*** Source information Section Begins ***

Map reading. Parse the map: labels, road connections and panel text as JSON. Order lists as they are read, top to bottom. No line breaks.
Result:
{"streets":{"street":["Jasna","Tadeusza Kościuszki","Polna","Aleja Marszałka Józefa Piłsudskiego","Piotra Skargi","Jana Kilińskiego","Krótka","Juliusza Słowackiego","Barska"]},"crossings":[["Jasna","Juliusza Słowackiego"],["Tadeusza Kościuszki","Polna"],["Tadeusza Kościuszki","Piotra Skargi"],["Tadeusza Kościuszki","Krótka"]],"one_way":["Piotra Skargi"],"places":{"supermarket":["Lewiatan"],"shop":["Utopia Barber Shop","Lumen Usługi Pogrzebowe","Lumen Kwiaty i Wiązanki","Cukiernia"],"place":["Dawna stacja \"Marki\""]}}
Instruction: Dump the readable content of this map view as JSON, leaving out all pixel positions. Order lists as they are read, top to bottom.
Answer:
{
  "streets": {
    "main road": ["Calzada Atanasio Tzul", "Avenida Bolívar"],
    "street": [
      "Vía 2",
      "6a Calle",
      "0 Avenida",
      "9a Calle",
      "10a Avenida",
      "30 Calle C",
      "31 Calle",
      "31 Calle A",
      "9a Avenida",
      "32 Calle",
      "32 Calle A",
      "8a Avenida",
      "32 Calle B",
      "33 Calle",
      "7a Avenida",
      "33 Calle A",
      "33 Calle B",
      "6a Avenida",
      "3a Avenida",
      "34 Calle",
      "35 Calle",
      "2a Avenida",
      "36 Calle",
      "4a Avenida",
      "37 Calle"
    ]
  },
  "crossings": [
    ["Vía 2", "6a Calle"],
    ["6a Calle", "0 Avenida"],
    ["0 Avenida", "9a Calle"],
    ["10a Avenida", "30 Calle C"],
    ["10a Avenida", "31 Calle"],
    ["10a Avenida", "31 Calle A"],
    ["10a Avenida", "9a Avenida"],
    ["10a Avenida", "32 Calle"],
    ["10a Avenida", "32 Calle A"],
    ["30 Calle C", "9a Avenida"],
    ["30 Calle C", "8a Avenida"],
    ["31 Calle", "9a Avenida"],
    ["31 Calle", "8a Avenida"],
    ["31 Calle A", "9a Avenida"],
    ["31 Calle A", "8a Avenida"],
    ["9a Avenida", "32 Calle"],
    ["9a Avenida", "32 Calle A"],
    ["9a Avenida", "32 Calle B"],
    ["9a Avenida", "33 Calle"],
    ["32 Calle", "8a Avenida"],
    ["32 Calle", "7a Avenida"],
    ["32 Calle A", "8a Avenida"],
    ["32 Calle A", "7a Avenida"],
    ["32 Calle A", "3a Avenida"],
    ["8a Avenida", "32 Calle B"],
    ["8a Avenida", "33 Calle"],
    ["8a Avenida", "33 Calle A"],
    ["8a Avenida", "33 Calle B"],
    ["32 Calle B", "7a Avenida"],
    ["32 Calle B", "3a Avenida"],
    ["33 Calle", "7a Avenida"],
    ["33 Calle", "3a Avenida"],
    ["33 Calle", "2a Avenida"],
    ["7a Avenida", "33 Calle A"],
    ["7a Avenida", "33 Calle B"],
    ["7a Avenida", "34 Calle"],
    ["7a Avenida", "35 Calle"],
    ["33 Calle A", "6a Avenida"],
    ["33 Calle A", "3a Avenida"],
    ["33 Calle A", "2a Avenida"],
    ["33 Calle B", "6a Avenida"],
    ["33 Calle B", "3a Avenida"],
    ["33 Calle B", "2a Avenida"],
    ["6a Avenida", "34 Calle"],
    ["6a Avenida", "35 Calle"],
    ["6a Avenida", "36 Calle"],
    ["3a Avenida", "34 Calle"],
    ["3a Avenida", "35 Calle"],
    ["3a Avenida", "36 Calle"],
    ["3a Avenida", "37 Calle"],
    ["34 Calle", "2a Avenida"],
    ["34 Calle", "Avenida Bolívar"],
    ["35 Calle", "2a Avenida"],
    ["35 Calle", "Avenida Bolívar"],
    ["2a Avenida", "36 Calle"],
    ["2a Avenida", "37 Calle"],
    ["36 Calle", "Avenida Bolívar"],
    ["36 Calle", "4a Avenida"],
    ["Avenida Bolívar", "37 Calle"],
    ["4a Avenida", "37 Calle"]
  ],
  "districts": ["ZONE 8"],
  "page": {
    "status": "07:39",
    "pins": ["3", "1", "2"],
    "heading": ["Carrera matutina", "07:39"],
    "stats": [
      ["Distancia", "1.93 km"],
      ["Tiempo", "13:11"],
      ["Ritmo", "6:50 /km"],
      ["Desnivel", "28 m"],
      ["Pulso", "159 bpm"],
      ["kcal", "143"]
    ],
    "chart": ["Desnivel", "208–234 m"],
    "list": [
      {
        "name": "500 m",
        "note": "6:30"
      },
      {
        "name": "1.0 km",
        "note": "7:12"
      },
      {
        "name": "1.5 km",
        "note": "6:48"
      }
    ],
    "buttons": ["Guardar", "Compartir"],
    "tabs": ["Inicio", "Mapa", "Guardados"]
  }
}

*** Source information Section Ends ***

* **Exercise directions**: The complete listing is needed again, with each line reproduced exactly.

* **Response to the exercise**:
Map reading. Parse the map: labels, road connections and panel text as JSON. Order lists as they are read, top to bottom. No line breaks.
Result:
{"streets":{"street":["Jasna","Tadeusza Kościuszki","Polna","Aleja Marszałka Józefa Piłsudskiego","Piotra Skargi","Jana Kilińskiego","Krótka","Juliusza Słowackiego","Barska"]},"crossings":[["Jasna","Juliusza Słowackiego"],["Tadeusza Kościuszki","Polna"],["Tadeusza Kościuszki","Piotra Skargi"],["Tadeusza Kościuszki","Krótka"]],"one_way":["Piotra Skargi"],"places":{"supermarket":["Lewiatan"],"shop":["Utopia Barber Shop","Lumen Usługi Pogrzebowe","Lumen Kwiaty i Wiązanki","Cukiernia"],"place":["Dawna stacja \"Marki\""]}}
Instruction: Dump the readable content of this map view as JSON, leaving out all pixel positions. Order lists as they are read, top to bottom.
Answer:
{
  "streets": {
    "main road": ["Calzada Atanasio Tzul", "Avenida Bolívar"],
    "street": [
      "Vía 2",
      "6a Calle",
      "0 Avenida",
      "9a Calle",
      "10a Avenida",
      "30 Calle C",
      "31 Calle",
      "31 Calle A",
      "9a Avenida",
      "32 Calle",
      "32 Calle A",
      "8a Avenida",
      "32 Calle B",
      "33 Calle",
      "7a Avenida",
      "33 Calle A",
      "33 Calle B",
      "6a Avenida",
      "3a Avenida",
      "34 Calle",
      "35 Calle",
      "2a Avenida",
      "36 Calle",
      "4a Avenida",
      "37 Calle"
    ]
  },
  "crossings": [
    ["Vía 2", "6a Calle"],
    ["6a Calle", "0 Avenida"],
    ["0 Avenida", "9a Calle"],
    ["10a Avenida", "30 Calle C"],
    ["10a Avenida", "31 Calle"],
    ["10a Avenida", "31 Calle A"],
    ["10a Avenida", "9a Avenida"],
    ["10a Avenida", "32 Calle"],
    ["10a Avenida", "32 Calle A"],
    ["30 Calle C", "9a Avenida"],
    ["30 Calle C", "8a Avenida"],
    ["31 Calle", "9a Avenida"],
    ["31 Calle", "8a Avenida"],
    ["31 Calle A", "9a Avenida"],
    ["31 Calle A", "8a Avenida"],
    ["9a Avenida", "32 Calle"],
    ["9a Avenida", "32 Calle A"],
    ["9a Avenida", "32 Calle B"],
    ["9a Avenida", "33 Calle"],
    ["32 Calle", "8a Avenida"],
    ["32 Calle", "7a Avenida"],
    ["32 Calle A", "8a Avenida"],
    ["32 Calle A", "7a Avenida"],
    ["32 Calle A", "3a Avenida"],
    ["8a Avenida", "32 Calle B"],
    ["8a Avenida", "33 Calle"],
    ["8a Avenida", "33 Calle A"],
    ["8a Avenida", "33 Calle B"],
    ["32 Calle B", "7a Avenida"],
    ["32 Calle B", "3a Avenida"],
    ["33 Calle", "7a Avenida"],
    ["33 Calle", "3a Avenida"],
    ["33 Calle", "2a Avenida"],
    ["7a Avenida", "33 Calle A"],
    ["7a Avenida", "33 Calle B"],
    ["7a Avenida", "34 Calle"],
    ["7a Avenida", "35 Calle"],
    ["33 Calle A", "6a Avenida"],
    ["33 Calle A", "3a Avenida"],
    ["33 Calle A", "2a Avenida"],
    ["33 Calle B", "6a Avenida"],
    ["33 Calle B", "3a Avenida"],
    ["33 Calle B", "2a Avenida"],
    ["6a Avenida", "34 Calle"],
    ["6a Avenida", "35 Calle"],
    ["6a Avenida", "36 Calle"],
    ["3a Avenida", "34 Calle"],
    ["3a Avenida", "35 Calle"],
    ["3a Avenida", "36 Calle"],
    ["3a Avenida", "37 Calle"],
    ["34 Calle", "2a Avenida"],
    ["34 Calle", "Avenida Bolívar"],
    ["35 Calle", "2a Avenida"],
    ["35 Calle", "Avenida Bolívar"],
    ["2a Avenida", "36 Calle"],
    ["2a Avenida", "37 Calle"],
    ["36 Calle", "Avenida Bolívar"],
    ["36 Calle", "4a Avenida"],
    ["Avenida Bolívar", "37 Calle"],
    ["4a Avenida", "37 Calle"]
  ],
  "districts": ["ZONE 8"],
  "page": {
    "status": "07:39",
    "pins": ["3", "1", "2"],
    "heading": ["Carrera matutina", "07:39"],
    "stats": [
      ["Distancia", "1.93 km"],
      ["Tiempo", "13:11"],
      ["Ritmo", "6:50 /km"],
      ["Desnivel", "28 m"],
      ["Pulso", "159 bpm"],
      ["kcal", "143"]
    ],
    "chart": ["Desnivel", "208–234 m"],
    "list": [
      {
        "name": "500 m",
        "note": "6:30"
      },
      {
        "name": "1.0 km",
        "note": "7:12"
      },
      {
        "name": "1.5 km",
        "note": "6:48"
      }
    ],
    "buttons": ["Guardar", "Compartir"],
    "tabs": ["Inicio", "Mapa", "Guardados"]
  }
}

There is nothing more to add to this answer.